■ EXERCISE AIM
Each entry below is to be given again word for word, with no pictures.
___ DATA SECTION
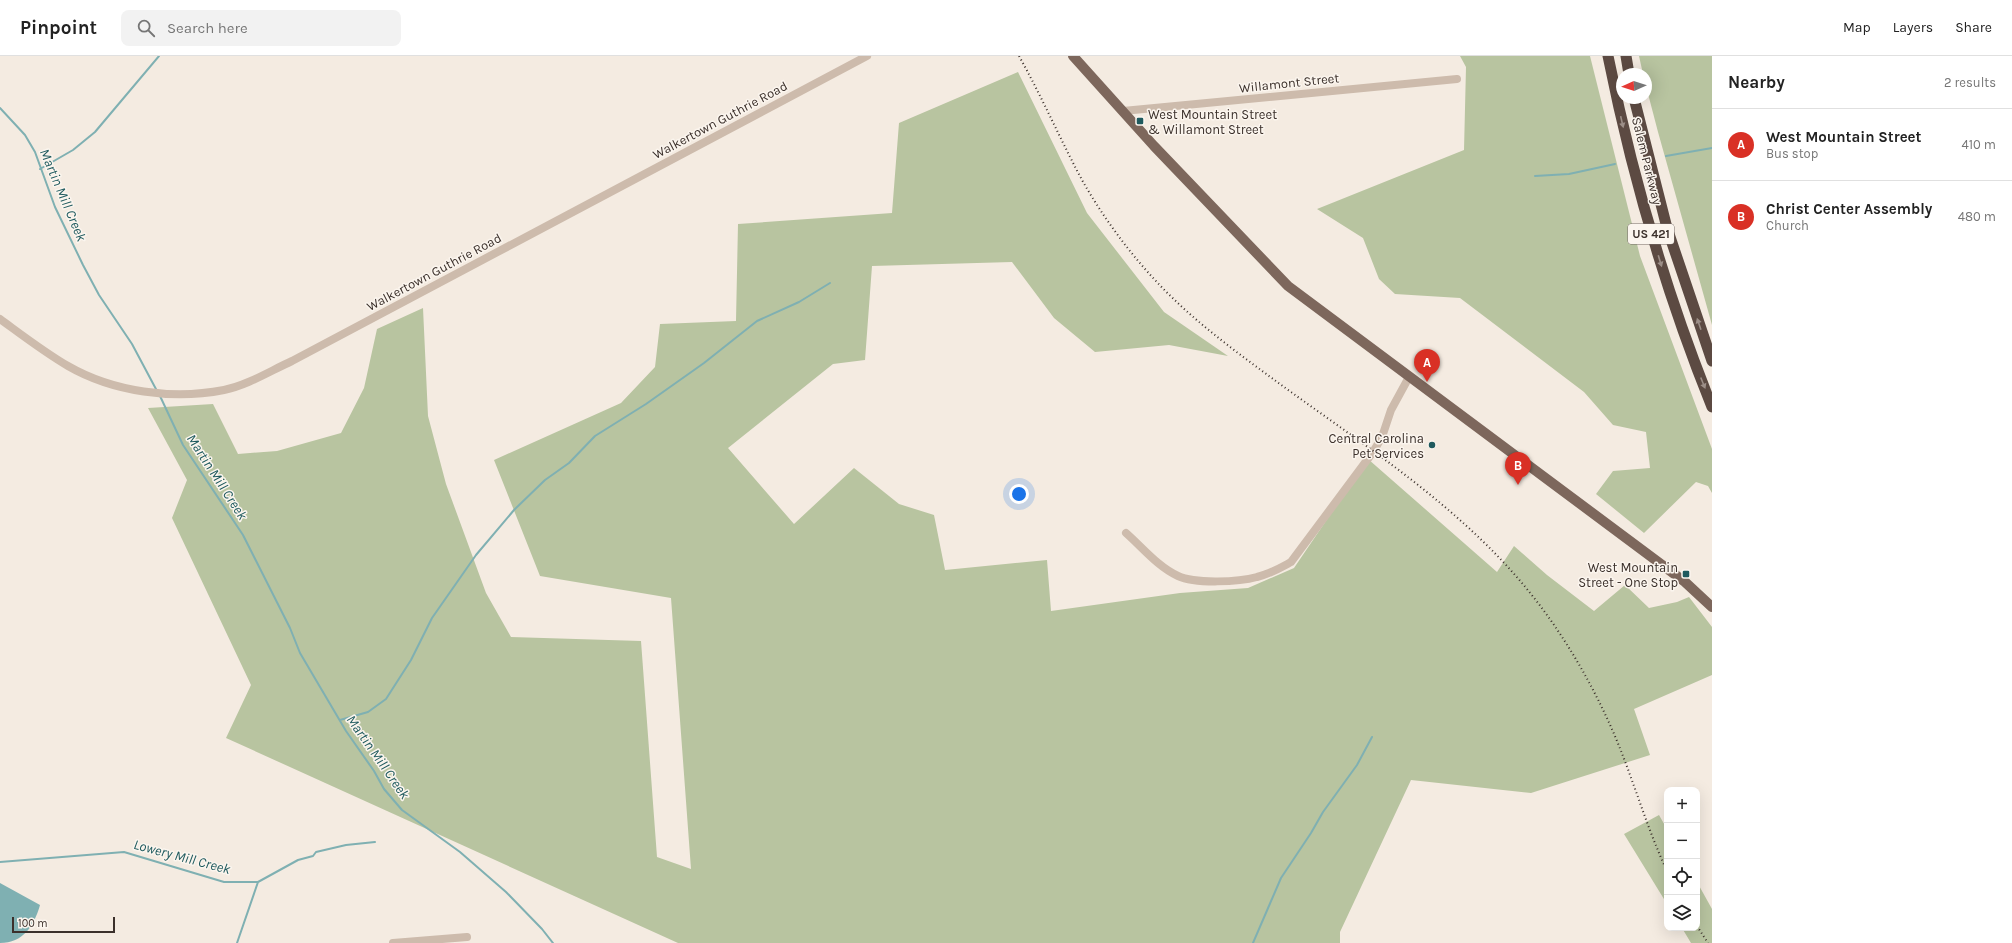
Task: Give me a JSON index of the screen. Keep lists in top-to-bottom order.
{
  "streets": {
    "highway": ["Salem Parkway", "US 421"],
    "street": ["Willamont Street", "Walkertown Guthrie Road"]
  },
  "water": ["Martin Mill Creek", "Lowery Mill Creek"],
  "places": {
    "transit": ["West Mountain Street & Willamont Street", "West Mountain Street - One Stop"],
    "other": ["Central Carolina Pet Services"]
  },
  "scale_bar": "100 m",
  "north": "left",
  "page": {
    "header": "Pinpoint",
    "search": "Search here",
    "nav": ["Map", "Layers", "Share"],
    "heading": ["Nearby", "2 results"],
    "list": [
      {
        "mark": "A",
        "name": "West Mountain Street",
        "note": "Bus stop",
        "value": "410 m"
      },
      {
        "mark": "B",
        "name": "Christ Center Assembly",
        "note": "Church",
        "value": "480 m"
      }
    ],
    "pins": ["A", "B"],
    "map_buttons": ["+", "−"],
    "scale": "100 m"
  }
}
______
■ OUTPUT FOR THIS TASK
Task: Give me a JSON index of the screen. Keep lists in top-to-bottom order.
{
  "streets": {
    "highway": ["Salem Parkway", "US 421"],
    "street": ["Willamont Street", "Walkertown Guthrie Road"]
  },
  "water": ["Martin Mill Creek", "Lowery Mill Creek"],
  "places": {
    "transit": ["West Mountain Street & Willamont Street", "West Mountain Street - One Stop"],
    "other": ["Central Carolina Pet Services"]
  },
  "scale_bar": "100 m",
  "north": "left",
  "page": {
    "header": "Pinpoint",
    "search": "Search here",
    "nav": ["Map", "Layers", "Share"],
    "heading": ["Nearby", "2 results"],
    "list": [
      {
        "mark": "A",
        "name": "West Mountain Street",
        "note": "Bus stop",
        "value": "410 m"
      },
      {
        "mark": "B",
        "name": "Christ Center Assembly",
        "note": "Church",
        "value": "480 m"
      }
    ],
    "pins": ["A", "B"],
    "map_buttons": ["+", "−"],
    "scale": "100 m"
  }
}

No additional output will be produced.